**Problem statement:**
Your answer must contain each line of the listing in which "Hannulankatu" appears, copied in full.

───── Material for this task

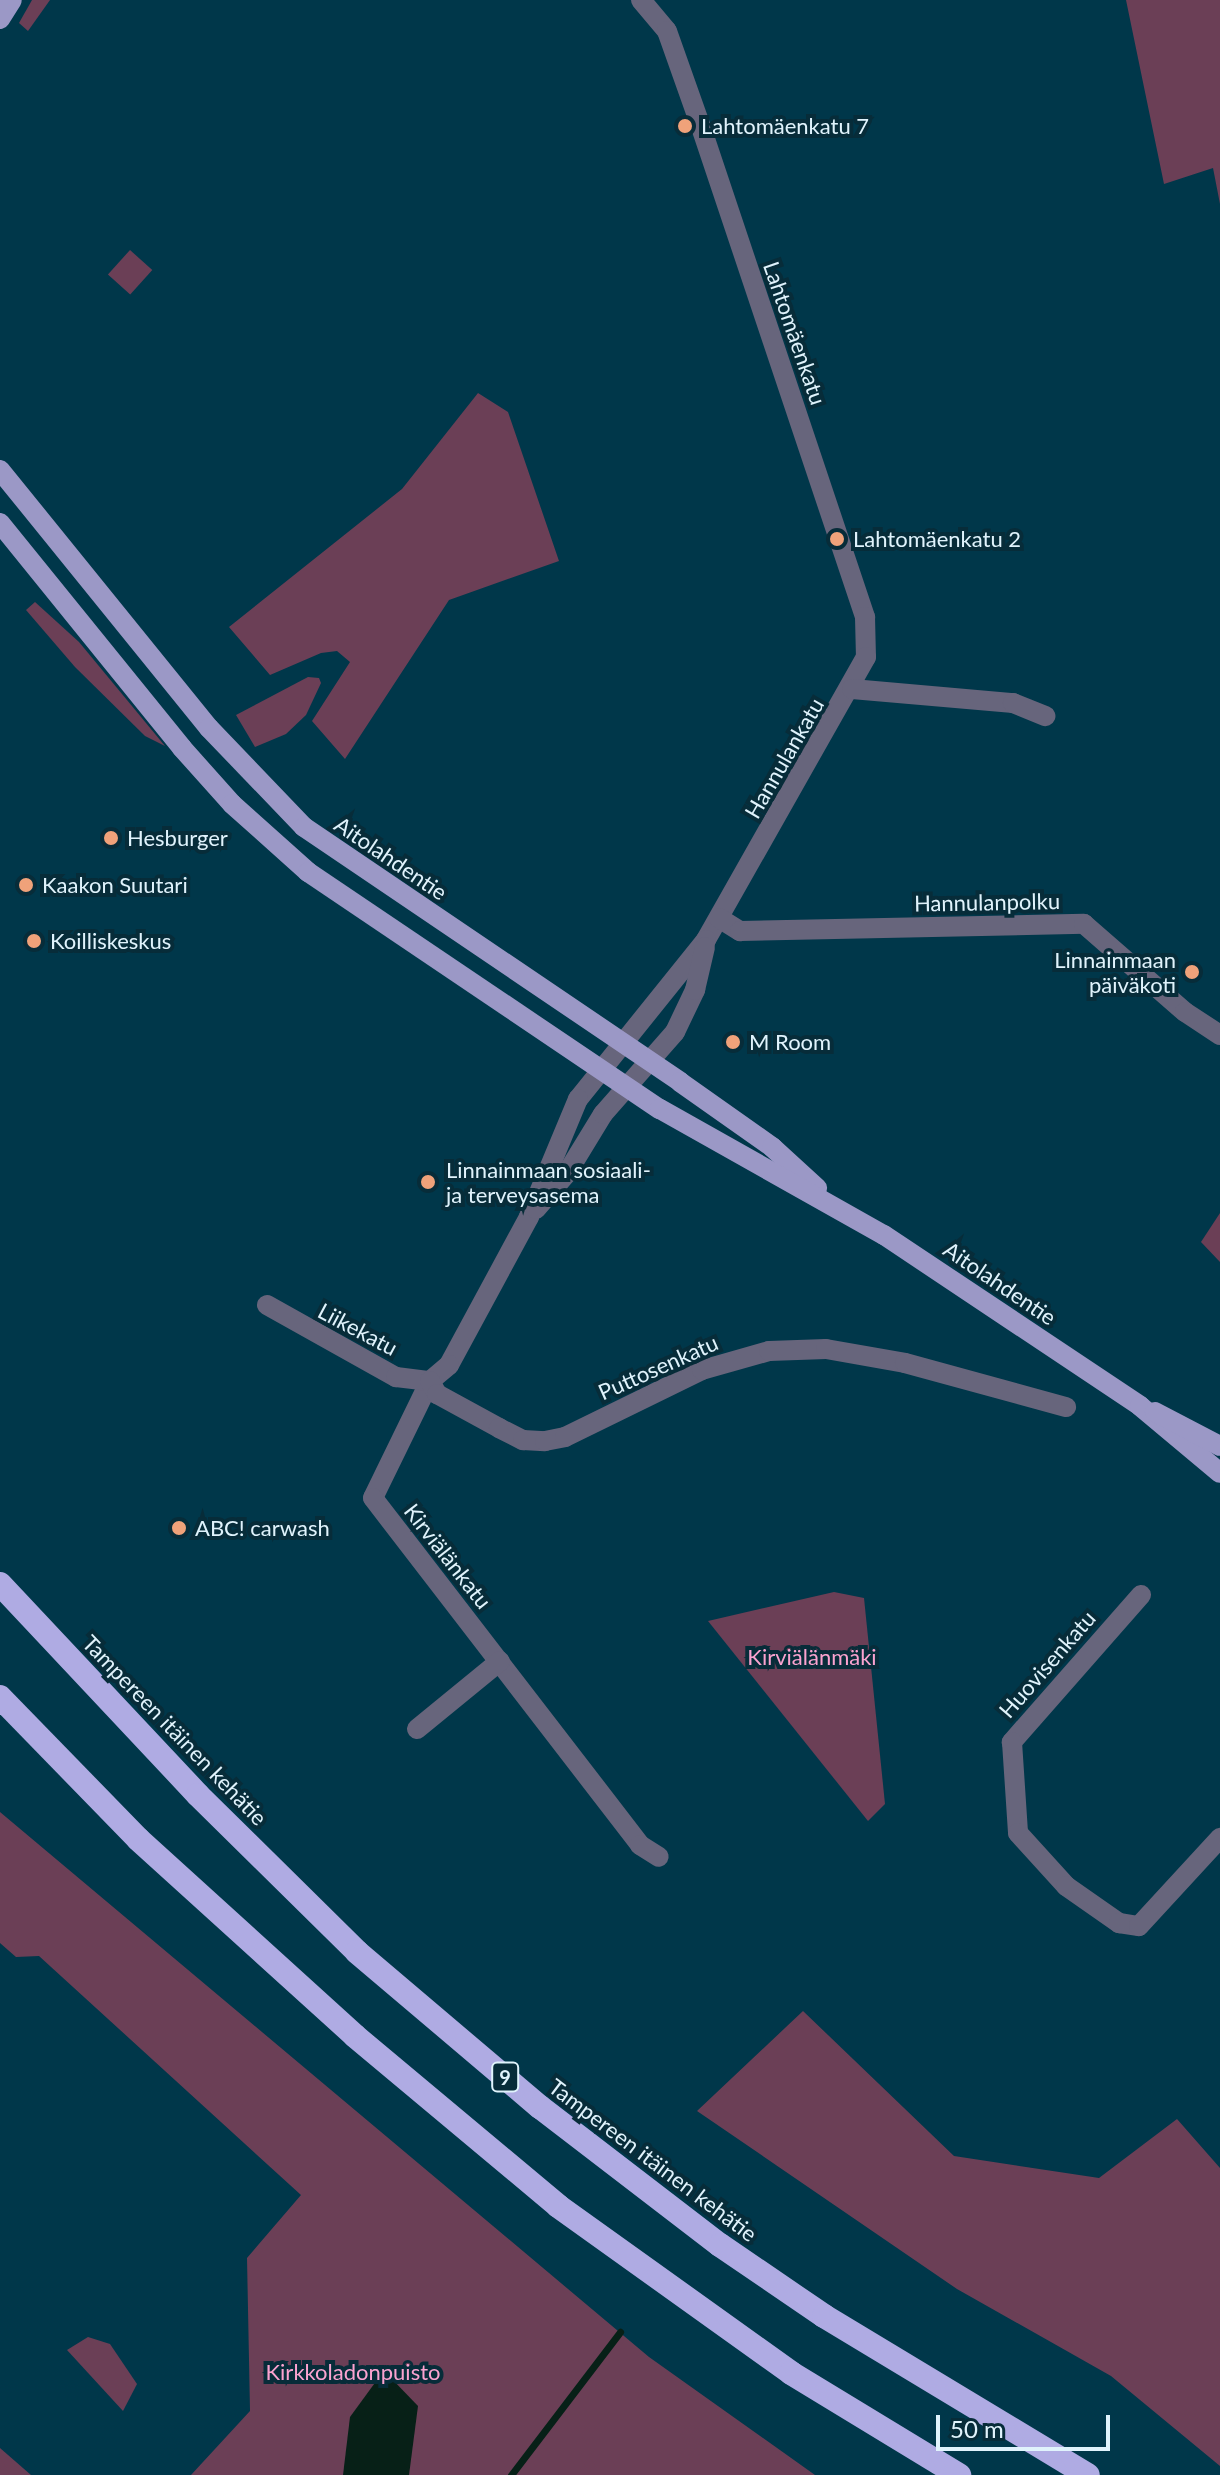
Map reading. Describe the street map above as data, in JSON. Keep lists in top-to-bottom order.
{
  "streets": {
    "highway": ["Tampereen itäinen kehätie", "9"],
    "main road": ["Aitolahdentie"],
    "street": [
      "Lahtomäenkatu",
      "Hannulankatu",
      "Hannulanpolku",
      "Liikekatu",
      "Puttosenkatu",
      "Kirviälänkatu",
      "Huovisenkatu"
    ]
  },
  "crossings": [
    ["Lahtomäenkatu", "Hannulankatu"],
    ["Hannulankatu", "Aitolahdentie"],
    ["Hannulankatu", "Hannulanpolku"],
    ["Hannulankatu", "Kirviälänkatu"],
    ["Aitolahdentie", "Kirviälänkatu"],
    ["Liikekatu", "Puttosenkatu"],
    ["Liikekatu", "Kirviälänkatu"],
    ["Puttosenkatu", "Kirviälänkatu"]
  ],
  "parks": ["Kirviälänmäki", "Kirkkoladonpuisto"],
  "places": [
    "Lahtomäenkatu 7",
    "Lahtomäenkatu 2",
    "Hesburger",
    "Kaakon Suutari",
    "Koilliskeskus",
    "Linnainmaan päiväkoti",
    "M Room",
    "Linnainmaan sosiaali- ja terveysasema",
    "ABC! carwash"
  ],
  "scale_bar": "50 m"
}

──────────

**Finished exercise:**
      "Hannulankatu",
    ["Lahtomäenkatu", "Hannulankatu"],
    ["Hannulankatu", "Aitolahdentie"],
    ["Hannulankatu", "Hannulanpolku"],
    ["Hannulankatu", "Kirviälänkatu"],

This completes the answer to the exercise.